Resolution of structural variation in diverse mouse genomes reveals chromatin remodeling due to transposable elements

Cell Genom. 2023 Apr 5;3(5):100291. doi: 10.1016/j.xgen.2023.100291. eCollection 2023 May 10.

Abstract

Diverse inbred mouse strains are important biomedical research models, yet genome characterization of many strains is fundamentally lacking in comparison with humans. In particular, catalogs of structural variants (SVs) (variants ≥ 50 bp) are incomplete, limiting the discovery of causative alleles for phenotypic variation.

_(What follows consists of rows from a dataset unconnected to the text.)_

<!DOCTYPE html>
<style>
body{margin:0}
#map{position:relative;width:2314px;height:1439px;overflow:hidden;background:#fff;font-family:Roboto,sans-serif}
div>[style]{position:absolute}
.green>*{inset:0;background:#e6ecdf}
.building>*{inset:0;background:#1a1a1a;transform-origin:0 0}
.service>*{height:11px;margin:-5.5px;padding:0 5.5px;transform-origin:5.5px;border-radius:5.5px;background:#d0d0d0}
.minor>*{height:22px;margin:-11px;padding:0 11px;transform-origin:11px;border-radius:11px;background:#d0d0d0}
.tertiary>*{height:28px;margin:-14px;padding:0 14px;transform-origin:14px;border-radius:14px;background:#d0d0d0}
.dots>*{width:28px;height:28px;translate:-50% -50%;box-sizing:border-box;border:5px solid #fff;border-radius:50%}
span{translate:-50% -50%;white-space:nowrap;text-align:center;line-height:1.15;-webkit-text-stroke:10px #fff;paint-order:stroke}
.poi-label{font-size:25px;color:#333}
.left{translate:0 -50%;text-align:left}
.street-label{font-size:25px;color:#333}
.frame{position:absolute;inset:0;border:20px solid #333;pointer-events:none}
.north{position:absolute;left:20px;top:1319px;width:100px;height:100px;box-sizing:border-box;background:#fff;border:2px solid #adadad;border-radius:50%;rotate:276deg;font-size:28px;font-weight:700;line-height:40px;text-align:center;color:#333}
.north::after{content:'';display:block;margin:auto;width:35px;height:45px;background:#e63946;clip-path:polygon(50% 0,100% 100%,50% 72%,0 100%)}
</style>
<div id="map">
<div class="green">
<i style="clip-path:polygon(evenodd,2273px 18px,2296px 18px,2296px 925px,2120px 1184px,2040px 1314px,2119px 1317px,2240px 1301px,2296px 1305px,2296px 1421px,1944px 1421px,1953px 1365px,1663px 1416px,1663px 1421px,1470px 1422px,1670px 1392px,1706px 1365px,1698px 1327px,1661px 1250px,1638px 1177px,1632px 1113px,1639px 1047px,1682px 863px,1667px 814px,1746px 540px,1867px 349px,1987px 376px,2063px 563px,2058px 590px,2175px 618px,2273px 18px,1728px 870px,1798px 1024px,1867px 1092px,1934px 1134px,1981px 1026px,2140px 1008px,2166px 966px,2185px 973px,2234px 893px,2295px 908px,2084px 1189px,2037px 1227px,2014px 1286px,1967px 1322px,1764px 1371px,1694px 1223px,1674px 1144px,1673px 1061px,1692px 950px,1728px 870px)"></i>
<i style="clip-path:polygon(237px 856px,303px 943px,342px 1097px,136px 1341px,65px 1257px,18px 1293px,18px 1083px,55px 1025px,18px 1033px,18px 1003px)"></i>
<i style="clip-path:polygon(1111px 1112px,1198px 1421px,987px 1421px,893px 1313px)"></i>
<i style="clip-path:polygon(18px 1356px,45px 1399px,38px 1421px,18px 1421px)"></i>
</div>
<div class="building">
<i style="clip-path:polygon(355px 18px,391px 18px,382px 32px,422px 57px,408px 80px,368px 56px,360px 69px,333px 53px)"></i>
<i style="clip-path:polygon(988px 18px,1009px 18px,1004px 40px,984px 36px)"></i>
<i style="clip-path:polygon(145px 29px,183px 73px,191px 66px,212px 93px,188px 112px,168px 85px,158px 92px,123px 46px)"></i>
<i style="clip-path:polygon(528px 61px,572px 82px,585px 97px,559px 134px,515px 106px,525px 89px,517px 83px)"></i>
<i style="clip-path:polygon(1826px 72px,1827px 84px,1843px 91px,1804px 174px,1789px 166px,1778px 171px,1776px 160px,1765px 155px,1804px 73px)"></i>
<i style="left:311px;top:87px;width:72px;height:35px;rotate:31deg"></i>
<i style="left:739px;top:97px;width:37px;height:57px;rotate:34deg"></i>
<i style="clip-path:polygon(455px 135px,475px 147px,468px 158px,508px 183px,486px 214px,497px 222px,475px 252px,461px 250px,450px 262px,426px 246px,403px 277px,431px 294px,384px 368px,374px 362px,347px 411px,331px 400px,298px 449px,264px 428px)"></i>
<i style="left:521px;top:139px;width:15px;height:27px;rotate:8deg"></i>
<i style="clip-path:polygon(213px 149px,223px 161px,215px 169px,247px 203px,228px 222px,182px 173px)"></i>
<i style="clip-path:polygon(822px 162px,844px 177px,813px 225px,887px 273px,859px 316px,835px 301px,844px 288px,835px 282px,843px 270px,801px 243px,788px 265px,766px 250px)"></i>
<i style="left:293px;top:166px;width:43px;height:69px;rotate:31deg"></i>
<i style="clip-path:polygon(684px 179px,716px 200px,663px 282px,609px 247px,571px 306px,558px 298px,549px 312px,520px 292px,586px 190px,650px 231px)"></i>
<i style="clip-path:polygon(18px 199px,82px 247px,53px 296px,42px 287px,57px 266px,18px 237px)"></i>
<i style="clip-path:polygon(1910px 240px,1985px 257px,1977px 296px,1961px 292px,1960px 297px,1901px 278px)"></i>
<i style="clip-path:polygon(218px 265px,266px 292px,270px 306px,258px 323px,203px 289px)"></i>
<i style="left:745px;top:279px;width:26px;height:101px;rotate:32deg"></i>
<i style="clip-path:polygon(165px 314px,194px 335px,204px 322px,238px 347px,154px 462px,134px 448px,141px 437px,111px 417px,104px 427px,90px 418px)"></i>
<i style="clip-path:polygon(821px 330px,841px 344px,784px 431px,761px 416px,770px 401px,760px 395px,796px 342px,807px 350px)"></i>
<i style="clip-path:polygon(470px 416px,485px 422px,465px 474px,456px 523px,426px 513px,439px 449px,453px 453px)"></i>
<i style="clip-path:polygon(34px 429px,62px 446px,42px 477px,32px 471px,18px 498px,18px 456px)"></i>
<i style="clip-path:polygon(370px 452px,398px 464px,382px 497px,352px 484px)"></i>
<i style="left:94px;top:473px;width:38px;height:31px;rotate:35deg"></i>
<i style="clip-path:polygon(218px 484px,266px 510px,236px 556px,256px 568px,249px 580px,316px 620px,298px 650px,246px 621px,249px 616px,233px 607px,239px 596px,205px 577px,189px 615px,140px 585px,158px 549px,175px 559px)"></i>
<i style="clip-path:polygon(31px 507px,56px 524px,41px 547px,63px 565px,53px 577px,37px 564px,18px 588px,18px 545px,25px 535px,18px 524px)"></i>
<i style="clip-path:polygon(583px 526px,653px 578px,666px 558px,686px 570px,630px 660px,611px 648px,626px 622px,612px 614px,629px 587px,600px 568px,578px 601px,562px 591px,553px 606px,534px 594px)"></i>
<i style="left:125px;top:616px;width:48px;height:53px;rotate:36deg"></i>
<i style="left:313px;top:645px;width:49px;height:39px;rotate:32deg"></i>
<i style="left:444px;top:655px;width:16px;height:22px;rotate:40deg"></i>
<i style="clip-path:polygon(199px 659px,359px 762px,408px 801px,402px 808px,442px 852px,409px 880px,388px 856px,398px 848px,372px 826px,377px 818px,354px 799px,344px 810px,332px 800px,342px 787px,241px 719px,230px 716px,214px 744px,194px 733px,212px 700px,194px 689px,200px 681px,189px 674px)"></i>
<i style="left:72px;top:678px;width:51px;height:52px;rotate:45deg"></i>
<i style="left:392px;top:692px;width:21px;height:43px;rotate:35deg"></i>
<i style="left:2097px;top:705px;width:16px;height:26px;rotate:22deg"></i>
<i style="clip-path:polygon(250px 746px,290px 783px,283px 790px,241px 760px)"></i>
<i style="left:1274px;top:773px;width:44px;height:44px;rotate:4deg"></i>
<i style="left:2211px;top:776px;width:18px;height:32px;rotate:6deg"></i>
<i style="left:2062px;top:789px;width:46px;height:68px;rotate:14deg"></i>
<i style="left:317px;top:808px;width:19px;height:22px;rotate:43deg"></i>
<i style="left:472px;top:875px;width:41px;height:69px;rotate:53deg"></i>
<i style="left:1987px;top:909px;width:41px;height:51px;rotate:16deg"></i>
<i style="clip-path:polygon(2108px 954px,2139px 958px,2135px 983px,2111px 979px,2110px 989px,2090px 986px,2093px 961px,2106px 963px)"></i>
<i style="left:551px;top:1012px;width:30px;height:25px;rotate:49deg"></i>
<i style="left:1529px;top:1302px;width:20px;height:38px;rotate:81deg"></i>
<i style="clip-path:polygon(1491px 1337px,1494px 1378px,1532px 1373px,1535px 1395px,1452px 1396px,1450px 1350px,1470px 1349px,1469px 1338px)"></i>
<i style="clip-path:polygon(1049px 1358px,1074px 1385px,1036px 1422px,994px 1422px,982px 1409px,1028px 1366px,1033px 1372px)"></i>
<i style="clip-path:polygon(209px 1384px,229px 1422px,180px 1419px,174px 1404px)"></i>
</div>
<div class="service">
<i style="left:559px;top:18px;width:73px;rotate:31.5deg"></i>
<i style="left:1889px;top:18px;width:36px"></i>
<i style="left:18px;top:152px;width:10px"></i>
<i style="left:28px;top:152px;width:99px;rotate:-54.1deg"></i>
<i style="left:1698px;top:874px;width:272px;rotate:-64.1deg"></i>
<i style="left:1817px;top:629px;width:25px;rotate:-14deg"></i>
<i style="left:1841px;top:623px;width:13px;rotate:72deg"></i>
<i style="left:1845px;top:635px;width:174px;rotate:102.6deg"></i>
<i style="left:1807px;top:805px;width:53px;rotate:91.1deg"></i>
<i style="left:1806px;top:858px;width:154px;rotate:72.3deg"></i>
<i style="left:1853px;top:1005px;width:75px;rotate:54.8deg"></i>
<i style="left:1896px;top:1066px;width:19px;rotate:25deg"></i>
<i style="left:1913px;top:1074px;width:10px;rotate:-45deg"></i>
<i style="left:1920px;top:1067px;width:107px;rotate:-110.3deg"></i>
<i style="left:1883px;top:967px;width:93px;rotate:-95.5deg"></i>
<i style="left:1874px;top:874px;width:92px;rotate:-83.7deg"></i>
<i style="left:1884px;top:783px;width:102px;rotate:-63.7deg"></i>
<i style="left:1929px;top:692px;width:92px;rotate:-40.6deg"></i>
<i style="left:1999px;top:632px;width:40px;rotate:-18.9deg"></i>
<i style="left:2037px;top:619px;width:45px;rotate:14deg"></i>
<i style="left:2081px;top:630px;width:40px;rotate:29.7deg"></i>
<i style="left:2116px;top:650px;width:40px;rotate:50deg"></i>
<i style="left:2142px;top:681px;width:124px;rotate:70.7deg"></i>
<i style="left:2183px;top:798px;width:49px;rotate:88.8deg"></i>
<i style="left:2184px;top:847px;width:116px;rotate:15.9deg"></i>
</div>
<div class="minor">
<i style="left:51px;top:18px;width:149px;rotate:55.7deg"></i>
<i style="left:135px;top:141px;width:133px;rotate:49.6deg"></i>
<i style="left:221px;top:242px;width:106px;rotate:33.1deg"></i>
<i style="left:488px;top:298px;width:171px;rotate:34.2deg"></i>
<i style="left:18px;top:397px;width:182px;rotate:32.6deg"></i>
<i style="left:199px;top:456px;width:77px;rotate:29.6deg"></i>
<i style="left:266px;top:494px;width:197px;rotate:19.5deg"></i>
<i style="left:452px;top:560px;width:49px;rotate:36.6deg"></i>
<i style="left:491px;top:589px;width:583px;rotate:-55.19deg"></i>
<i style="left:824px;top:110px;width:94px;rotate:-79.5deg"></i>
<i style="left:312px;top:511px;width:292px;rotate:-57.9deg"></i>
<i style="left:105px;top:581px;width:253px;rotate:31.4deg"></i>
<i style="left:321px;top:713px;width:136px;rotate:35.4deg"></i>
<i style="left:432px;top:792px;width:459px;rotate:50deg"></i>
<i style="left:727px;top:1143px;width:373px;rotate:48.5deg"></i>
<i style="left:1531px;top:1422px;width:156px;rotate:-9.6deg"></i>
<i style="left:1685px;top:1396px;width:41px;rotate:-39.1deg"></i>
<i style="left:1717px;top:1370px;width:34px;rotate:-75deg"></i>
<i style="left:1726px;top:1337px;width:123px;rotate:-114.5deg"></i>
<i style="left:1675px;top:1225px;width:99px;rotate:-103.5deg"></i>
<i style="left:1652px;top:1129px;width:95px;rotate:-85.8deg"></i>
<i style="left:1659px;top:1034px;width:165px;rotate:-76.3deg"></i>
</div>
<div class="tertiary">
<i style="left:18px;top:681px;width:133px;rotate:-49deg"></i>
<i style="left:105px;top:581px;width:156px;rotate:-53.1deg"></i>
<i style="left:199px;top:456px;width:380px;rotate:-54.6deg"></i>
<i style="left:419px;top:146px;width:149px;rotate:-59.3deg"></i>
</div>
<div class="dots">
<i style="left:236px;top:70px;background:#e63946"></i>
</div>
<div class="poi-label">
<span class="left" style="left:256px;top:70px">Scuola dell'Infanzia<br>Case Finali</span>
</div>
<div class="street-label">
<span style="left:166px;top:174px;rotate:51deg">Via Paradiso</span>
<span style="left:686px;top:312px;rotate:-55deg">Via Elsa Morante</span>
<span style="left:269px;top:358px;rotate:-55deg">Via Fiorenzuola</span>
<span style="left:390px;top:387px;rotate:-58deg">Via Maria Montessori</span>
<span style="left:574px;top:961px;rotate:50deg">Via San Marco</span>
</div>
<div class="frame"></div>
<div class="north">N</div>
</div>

Here, we resolve genome-wide SVs in 20 genetically distinct inbred mice with long-read sequencing. We report 413,758 site-specific SVs affecting 13% (356 Mbp) of the mouse reference assembly, including 510 previously unannotated coding variants. We substantially improve the Mus musculus transposable element (TE) callset, and we find that TEs comprise 39% of SVs and account for 75% of altered bases. We further utilize this callset to investigate how TE heterogeneity affects mouse embryonic stem cells and find multiple TE classes that influence chromatin accessibility. Our work provides a comprehensive analysis of SVs found in diverse mouse genomes and illustrates the role of TEs in epigenetic differences.

Keywords: chromatin accessibility; collaborative cross; effects of structural variation; embryonic stem cells; inbred micetransposable elements; long read sequencing; mouse genomics; structural variation; whole genome assembly.